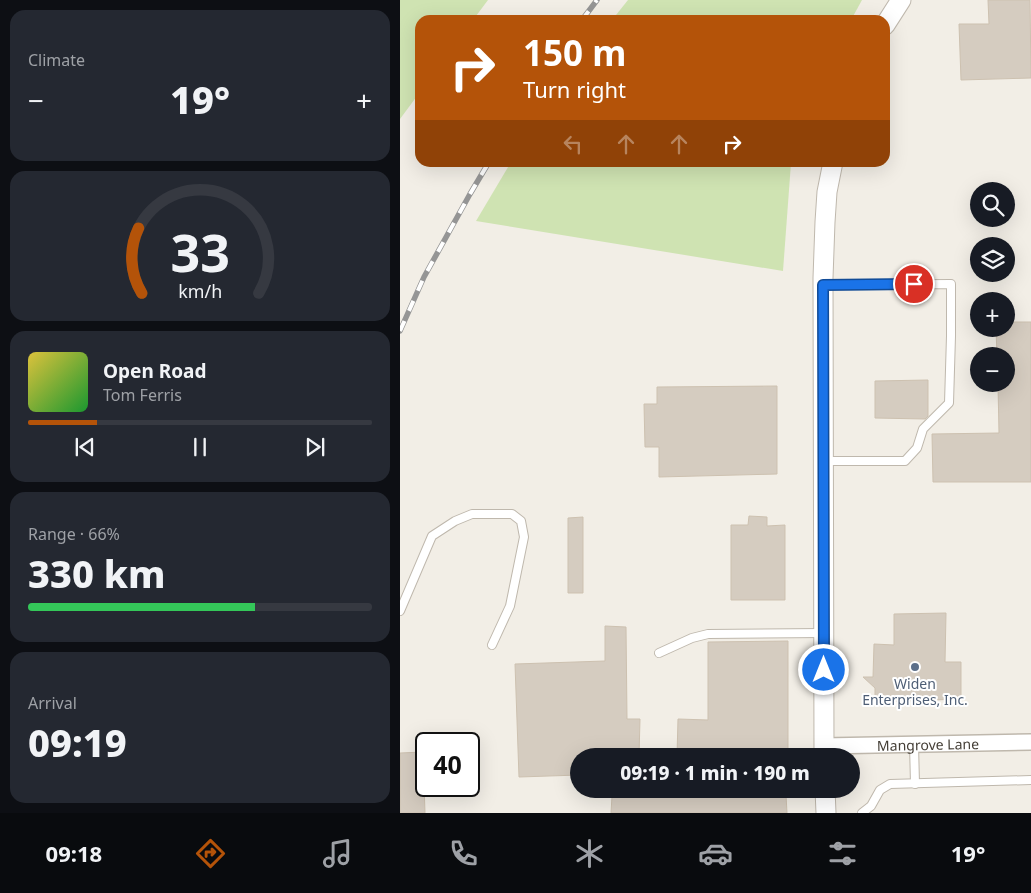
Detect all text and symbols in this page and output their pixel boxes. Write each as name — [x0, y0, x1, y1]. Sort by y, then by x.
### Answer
text: 150 m — [523, 29, 626, 76]
icon: right — [440, 35, 505, 100]
text: Climate — [28, 49, 85, 71]
text: 19° — [170, 73, 230, 125]
text: Turn right — [523, 74, 626, 104]
text: − — [28, 81, 44, 119]
text: + — [356, 81, 372, 119]
icon: left — [559, 130, 587, 158]
icon: ahead — [612, 130, 640, 158]
icon: ahead — [665, 130, 693, 158]
icon: right — [718, 130, 746, 158]
map controls — [970, 182, 1015, 392]
button: search — [970, 182, 1015, 227]
text: 33 — [170, 216, 230, 287]
button: layers — [970, 237, 1015, 282]
pin — [893, 263, 935, 305]
icon: arrive — [900, 270, 928, 298]
text: km/h — [178, 279, 222, 303]
button: + — [970, 292, 1015, 337]
button: − — [970, 347, 1015, 392]
text: Open Road — [103, 358, 206, 384]
text: Tom Ferris — [103, 384, 182, 406]
icon: previous — [71, 433, 99, 461]
icon: pause — [186, 433, 214, 461]
icon: next — [301, 433, 329, 461]
text: Range · 66% — [28, 523, 120, 545]
text: 330 km — [28, 547, 166, 599]
position arrow — [797, 643, 849, 695]
marker: Widen Enterprises, Inc. — [909, 661, 921, 673]
place label: Widen Enterprises, Inc. — [862, 674, 968, 709]
text: Arrival — [28, 692, 77, 714]
text: 09:19 — [28, 716, 127, 768]
speed limit sign: 40 — [415, 732, 480, 797]
street label: Mangrove Lane — [877, 734, 979, 754]
text: 09:19 · 1 min · 190 m — [620, 760, 810, 786]
icon: directions — [193, 836, 228, 871]
icon: music — [320, 836, 355, 871]
icon: phone — [446, 836, 481, 871]
icon: climate — [572, 836, 607, 871]
icon: car — [698, 836, 733, 871]
icon: filters — [825, 836, 860, 871]
text: 09:18 — [46, 838, 102, 868]
text: 19° — [951, 838, 985, 868]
----------------------------------------
Your task: Filter the records above for the string "Enterprises" and copy each matching line.

Solution to this problem:
marker: Widen Enterprises, Inc. — [909, 661, 921, 673]
place label: Widen Enterprises, Inc. — [862, 674, 968, 709]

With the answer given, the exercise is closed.